[Opening Provided information section]

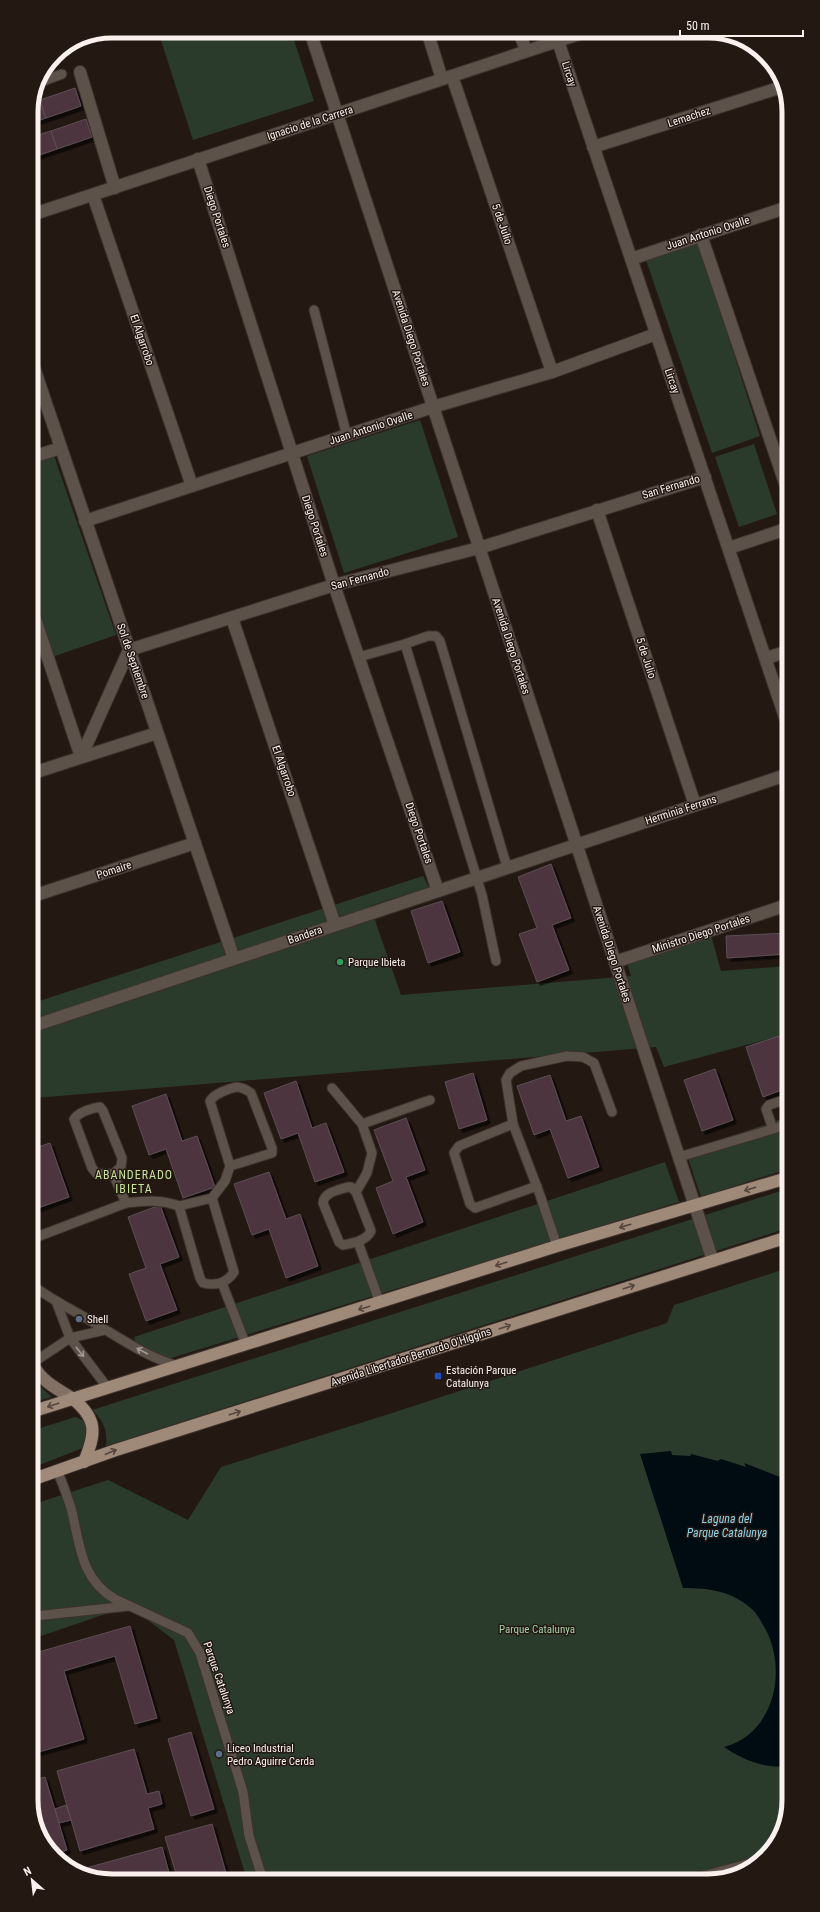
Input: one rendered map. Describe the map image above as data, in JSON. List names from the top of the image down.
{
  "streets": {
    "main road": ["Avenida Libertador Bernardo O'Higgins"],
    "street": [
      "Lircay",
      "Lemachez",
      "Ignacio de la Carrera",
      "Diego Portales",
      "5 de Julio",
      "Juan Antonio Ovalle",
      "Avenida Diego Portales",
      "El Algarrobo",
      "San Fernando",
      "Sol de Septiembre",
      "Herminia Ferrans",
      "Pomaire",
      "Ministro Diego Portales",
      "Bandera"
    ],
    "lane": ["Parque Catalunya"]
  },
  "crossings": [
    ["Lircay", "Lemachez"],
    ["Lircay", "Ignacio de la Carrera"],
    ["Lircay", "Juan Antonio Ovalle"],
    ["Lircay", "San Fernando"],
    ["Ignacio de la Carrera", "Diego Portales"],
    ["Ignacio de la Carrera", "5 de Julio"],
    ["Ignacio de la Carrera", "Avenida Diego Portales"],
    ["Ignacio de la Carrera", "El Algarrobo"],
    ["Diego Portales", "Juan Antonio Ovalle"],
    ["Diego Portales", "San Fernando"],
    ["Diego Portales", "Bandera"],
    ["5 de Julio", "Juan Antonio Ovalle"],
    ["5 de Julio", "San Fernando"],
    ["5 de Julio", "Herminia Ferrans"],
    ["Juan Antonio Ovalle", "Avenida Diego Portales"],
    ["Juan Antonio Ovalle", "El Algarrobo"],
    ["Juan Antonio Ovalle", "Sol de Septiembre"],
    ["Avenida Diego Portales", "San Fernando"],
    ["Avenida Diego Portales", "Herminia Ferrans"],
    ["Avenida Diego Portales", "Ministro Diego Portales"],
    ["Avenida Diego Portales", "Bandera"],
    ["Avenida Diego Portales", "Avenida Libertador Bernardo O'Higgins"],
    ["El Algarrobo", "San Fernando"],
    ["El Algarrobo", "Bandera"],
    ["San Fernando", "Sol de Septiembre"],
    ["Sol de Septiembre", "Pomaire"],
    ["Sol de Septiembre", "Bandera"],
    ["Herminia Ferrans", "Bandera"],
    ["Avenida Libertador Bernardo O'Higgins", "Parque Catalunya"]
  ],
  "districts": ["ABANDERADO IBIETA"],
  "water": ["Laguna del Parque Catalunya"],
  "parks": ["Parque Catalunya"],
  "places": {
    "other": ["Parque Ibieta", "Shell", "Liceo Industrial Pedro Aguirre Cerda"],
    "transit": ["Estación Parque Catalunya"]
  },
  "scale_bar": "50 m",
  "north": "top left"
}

[Closing Provided information section]
[Opening Provided information section]

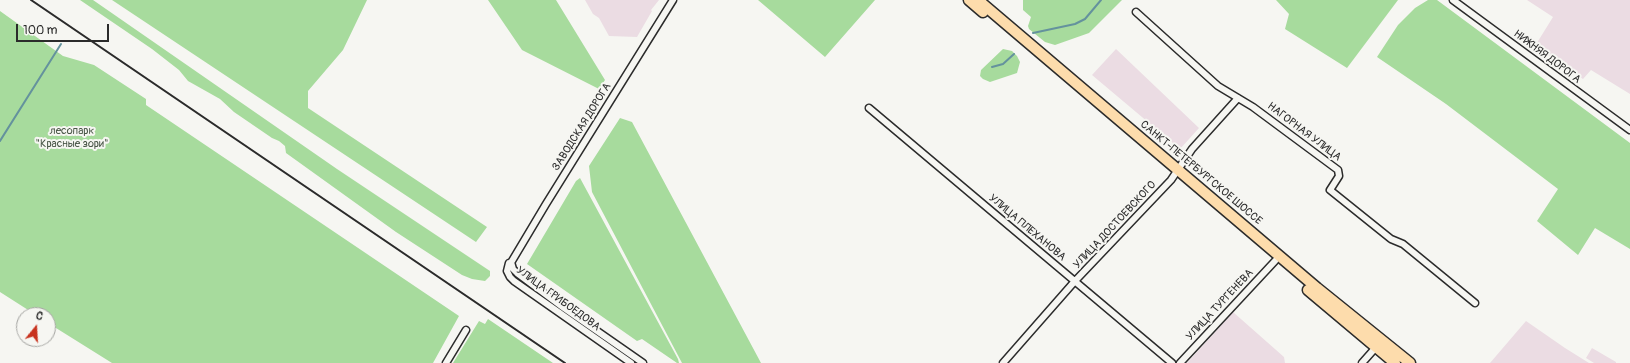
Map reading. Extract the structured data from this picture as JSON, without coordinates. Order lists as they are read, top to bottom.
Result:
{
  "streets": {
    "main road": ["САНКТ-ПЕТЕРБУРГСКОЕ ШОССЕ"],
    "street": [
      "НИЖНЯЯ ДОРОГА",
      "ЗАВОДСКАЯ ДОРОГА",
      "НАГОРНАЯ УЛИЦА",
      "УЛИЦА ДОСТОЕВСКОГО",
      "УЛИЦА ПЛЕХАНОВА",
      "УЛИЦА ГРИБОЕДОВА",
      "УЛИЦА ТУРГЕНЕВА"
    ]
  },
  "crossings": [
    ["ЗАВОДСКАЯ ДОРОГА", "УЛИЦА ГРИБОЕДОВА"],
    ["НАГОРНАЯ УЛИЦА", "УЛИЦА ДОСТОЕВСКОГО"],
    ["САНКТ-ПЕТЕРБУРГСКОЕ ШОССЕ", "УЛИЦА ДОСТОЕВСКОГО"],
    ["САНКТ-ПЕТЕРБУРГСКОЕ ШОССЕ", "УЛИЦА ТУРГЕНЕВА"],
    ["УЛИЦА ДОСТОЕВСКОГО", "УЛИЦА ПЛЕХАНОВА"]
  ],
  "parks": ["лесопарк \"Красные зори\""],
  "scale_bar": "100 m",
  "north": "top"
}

[Closing Provided information section]

▶ What you should do: Using the entries above, give the number of lines that carry the string "Catalunya", without anything else.

▶ Expected output: 5